Wednesday, September 05, 2012

Wages plummet in global race to the bottom


Despite massive state intervention, including two interest rate reductions and huge injections of credit, the Chinese economy has been unable to withstand the consequences of global overcapacity.

The  contraction in China’s immense, globally-significant manufacturing sector is recorded by two, complementary  measures. HSBC, the global financial conglomerate, measures activity in the smaller, private firms, and its index has been in contraction territory for ten months in a row.

Last month the official government-maintained measure of manufacturing activity, focussing on big state-owned firms which have been heavily supported by government spending on infrastructure, fell to a lower-than-expected 49.2 in August.

The impact of the growing Chinese downturn is being felt sharply in the United States. In August, manufacturing activity shrank for the third month in row. The Purchasing Managers’ Index recorded that new orders – an indicator of future demand –  fell to 47.1 from a reading of 48 in July.

Anything above 50 indicates expansion. Below 50 means contraction. August’s figure is the lowest since the depths of the post-crash recession in April 2009.

Looking deeper we discover that In the US manufacturing comprises only 12% of economic activity, and its continuing growth has been founded upon a drive to lower wages.  

Millions of relatively well-paid skilled jobs were lost following the crash as unemployment soared to be replaced by a much smaller number of low-paid workers in the service sector.

A new report from the National Employment Law Project shows that companies in the United States eliminated about 8.1 million jobs after the recession began in late 2007. The economy has since recovered only about 3.3 million of those jobs, starting in early 2010..

During the recession, employment losses occurred throughout the economy, but were concentrated in mid-wage occupations.
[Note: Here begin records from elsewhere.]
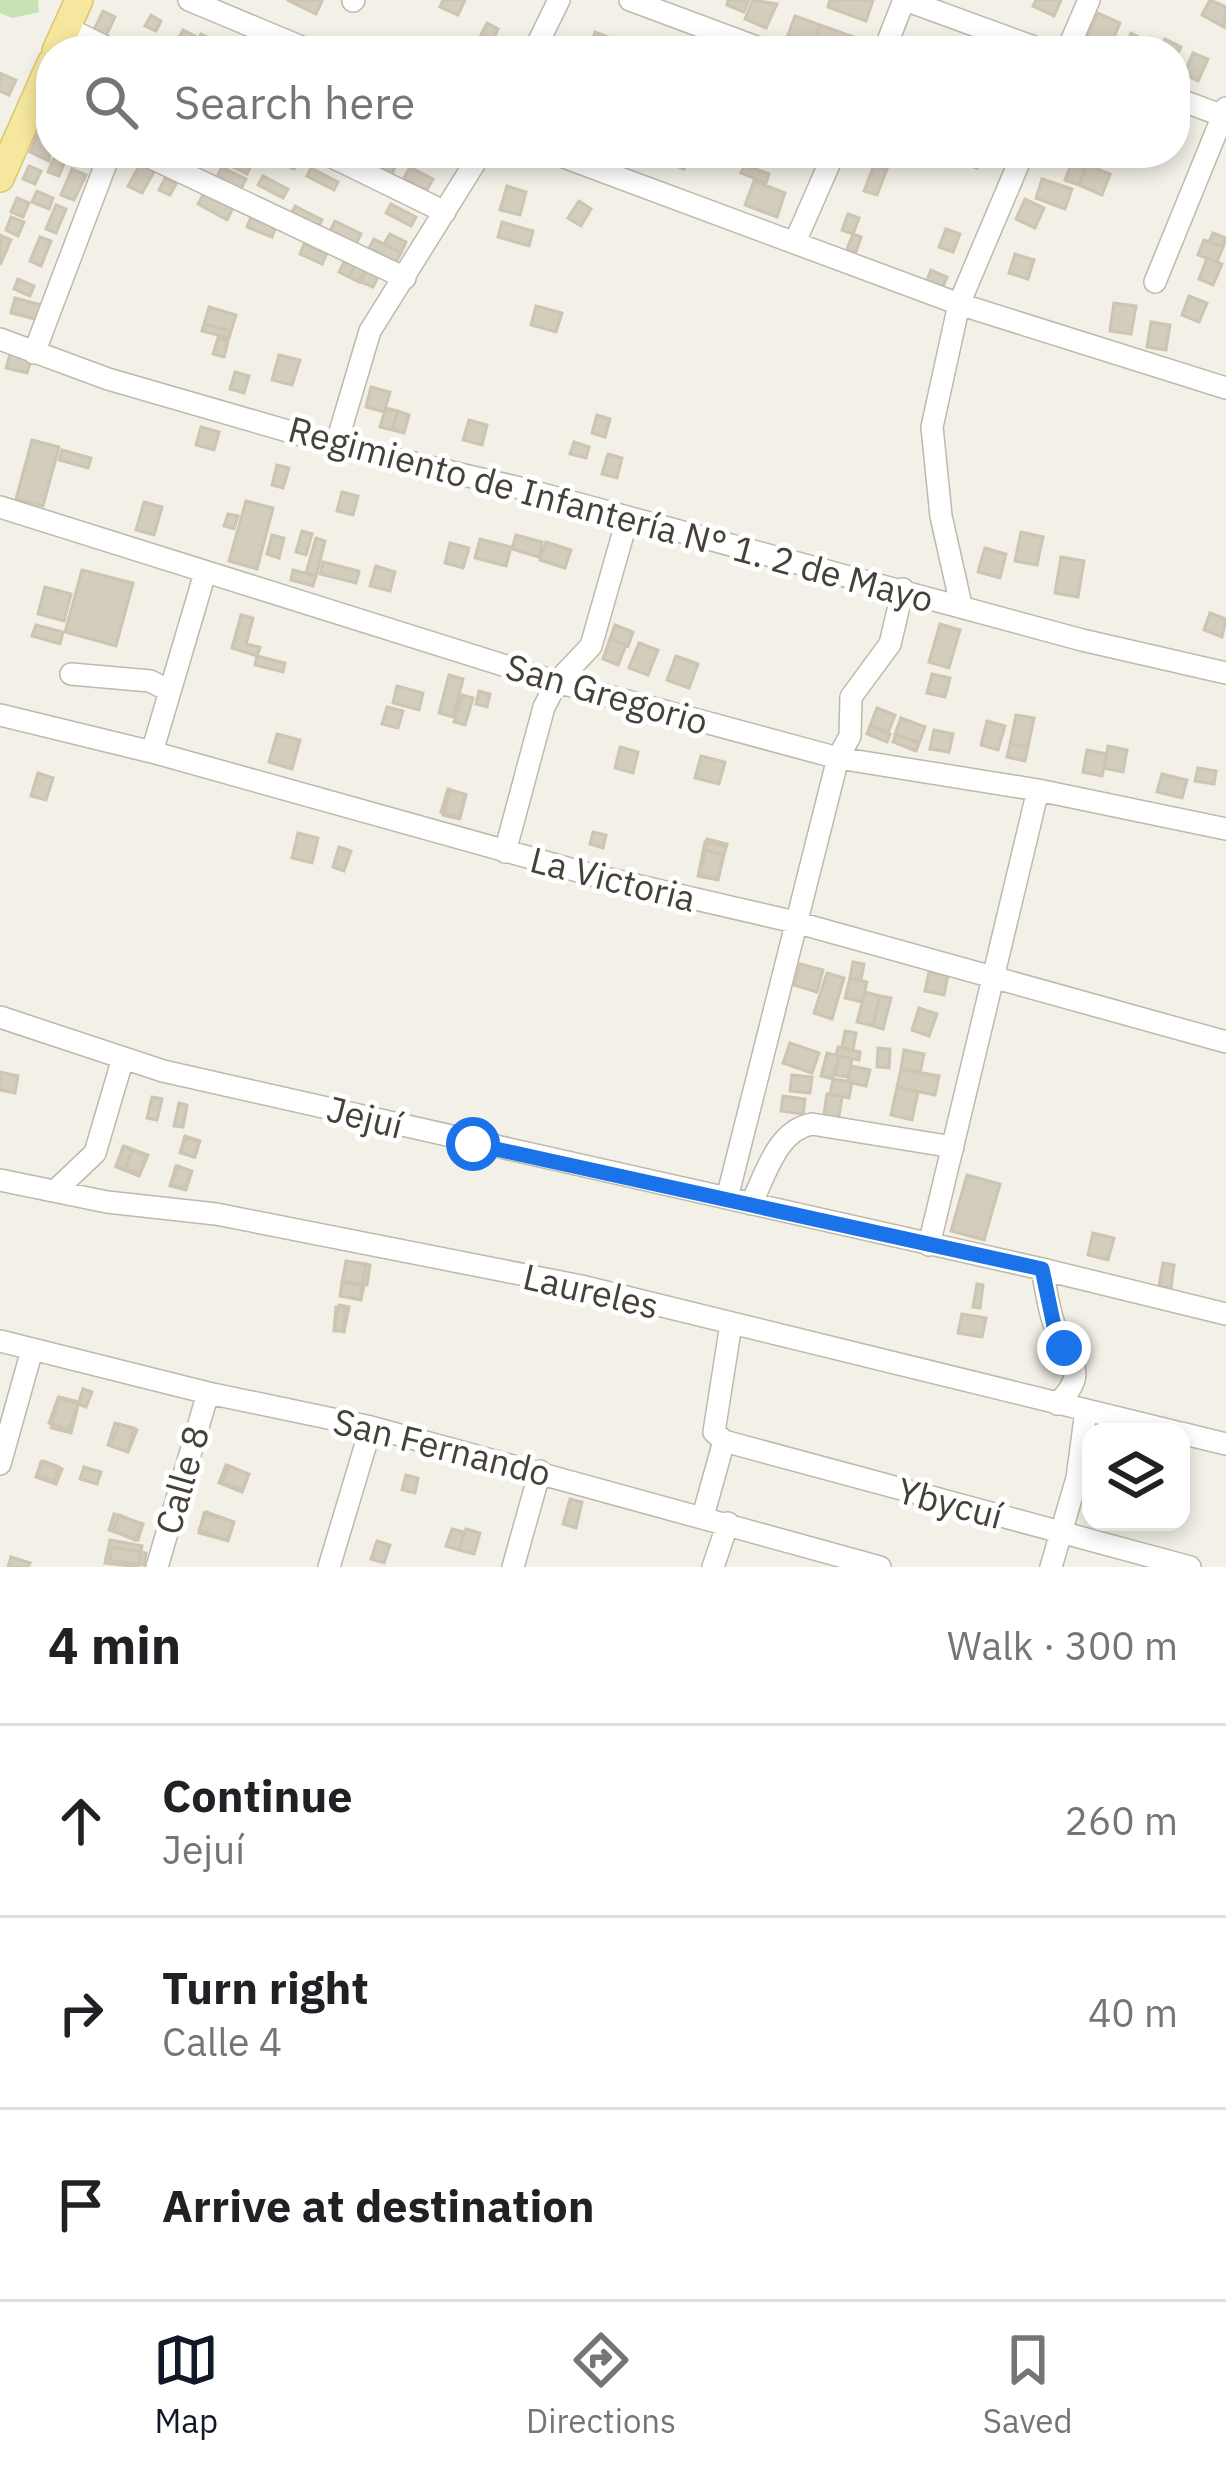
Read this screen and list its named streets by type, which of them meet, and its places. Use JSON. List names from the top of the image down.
{
  "streets": {
    "street": [
      "Regimiento de Infantería N° 1. 2 de Mayo",
      "San Gregorio",
      "La Victoria",
      "Jejuí",
      "Laureles",
      "San Fernando",
      "Calle 8",
      "Ybycuí"
    ]
  },
  "crossings": [
    ["San Fernando", "Calle 8"]
  ],
  "page": {
    "search": "Search here",
    "heading": ["4 min", "Walk · 300 m"],
    "list": [
      ["Continue", "Jejuí", "260 m"],
      ["Turn right", "Calle 4", "40 m"],
      "Arrive at destination"
    ],
    "nav": ["Map", "Directions", "Saved"]
  }
}
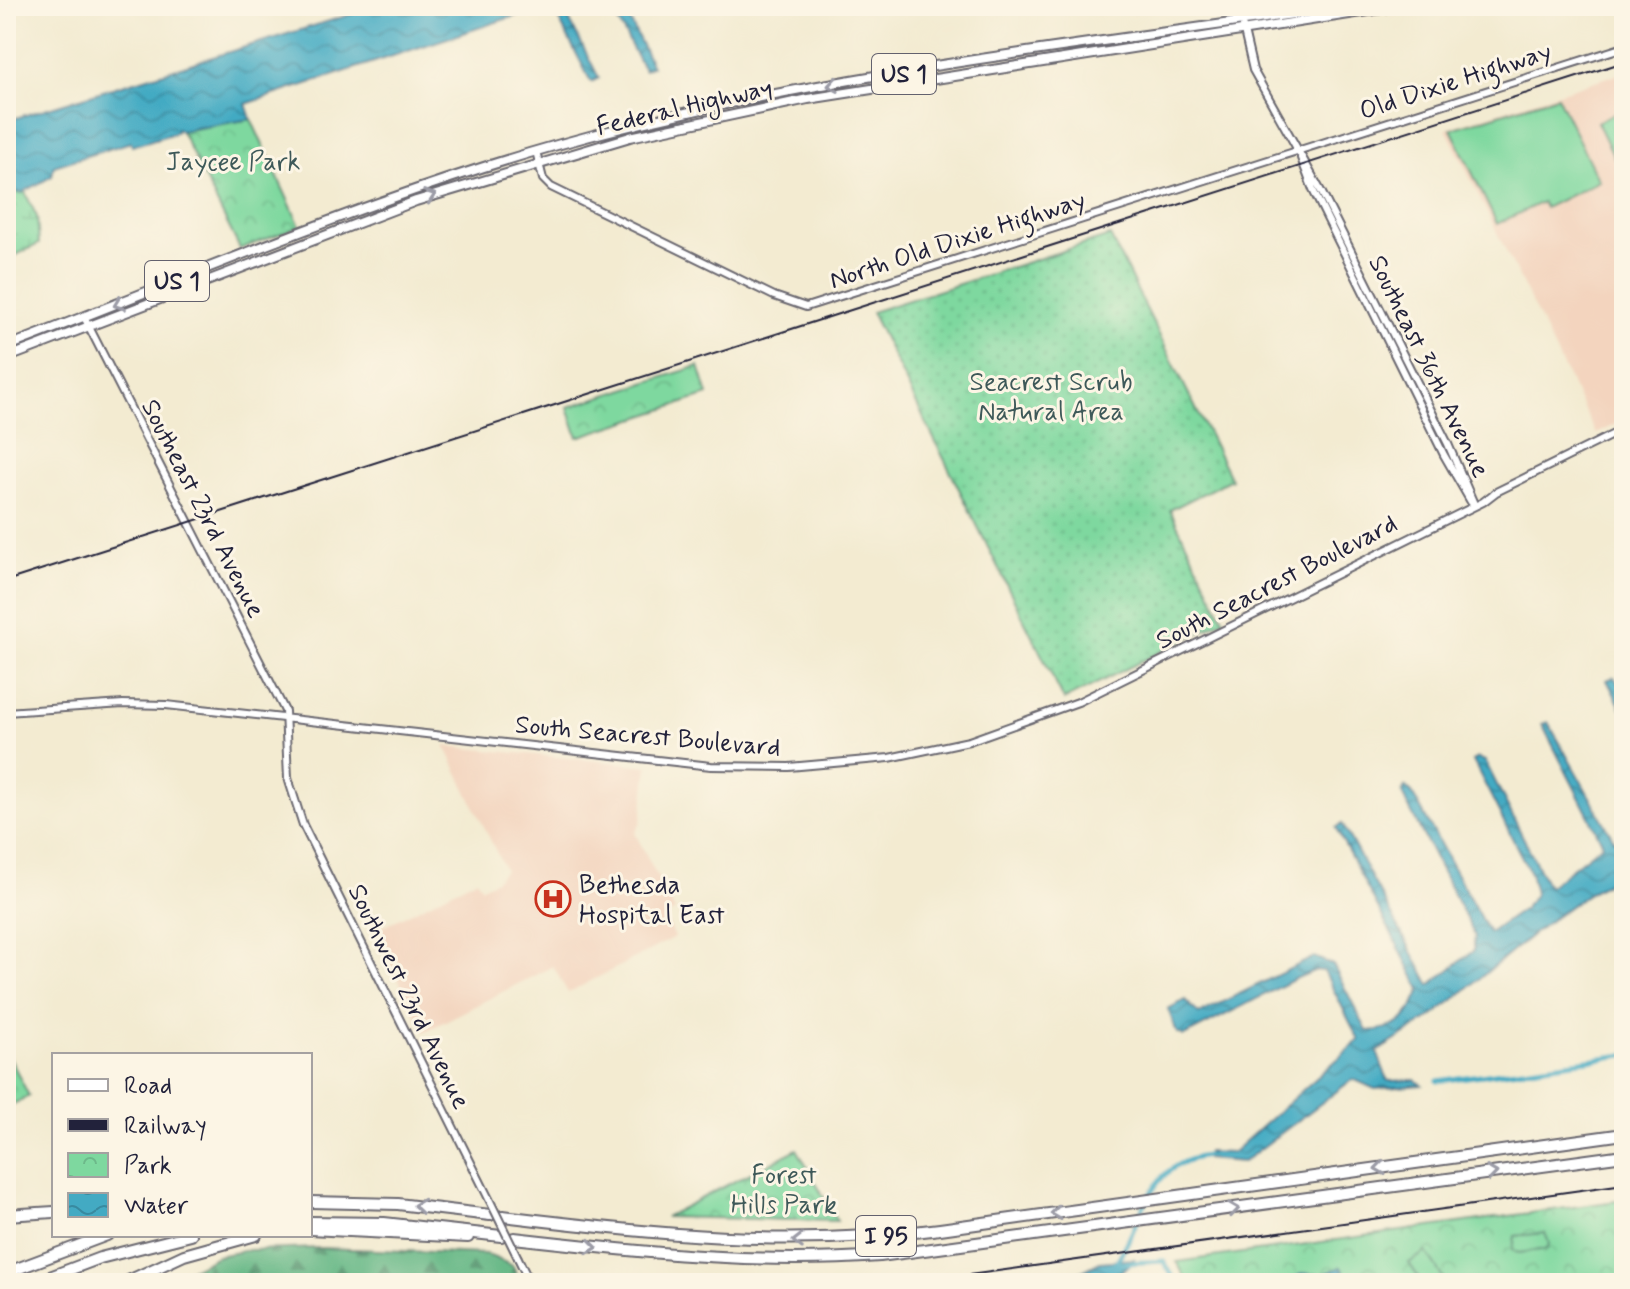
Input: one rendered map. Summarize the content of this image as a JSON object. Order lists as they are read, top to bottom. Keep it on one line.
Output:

By contrast, during the recovery, employment gains have been concentrated in lower-wage occupations, which grew 2.7 times as fast as mid-wage and higher-wage occupations. Specifically:

  • Lower-wage occupations were 21%  of recession losses, but 58% of recovery growth.
  • Mid-wage occupations were 60% of recession losses, but only 22%  of recovery growth
  • Higher-wage occupations were 19% of recession job losses, and 20% of recovery growth.

In the US unemployment benefits cease after 23 months and many workers either disappear off the employment statistics altogether or are forced into low-paying jobs. James Paulsen, chief investment strategist at Wells Capital Management sums it up very bluntly: “The cost of labour is very cheap,”

Whilst cheap labour is good for short-term profit, which is reflected in the results of US corporations in particular, in the longer term it adds another twist to the downward spiral. This is because the decline in real incomes, which is being felt throughout the world, results in weaker demand.

According to Ethan Harris, co-head of global economics research at Bank of America Corp in New York, the proliferation of “very distressed workers” hurts consumption, which, he estimates is likely to increase just 1.5% in the next six quarters.  

But the drive to lower wage costs is just as relentless as the global manufacturing contraction and workers in the US and Europe face further attacks in the competitive drive to the bottom.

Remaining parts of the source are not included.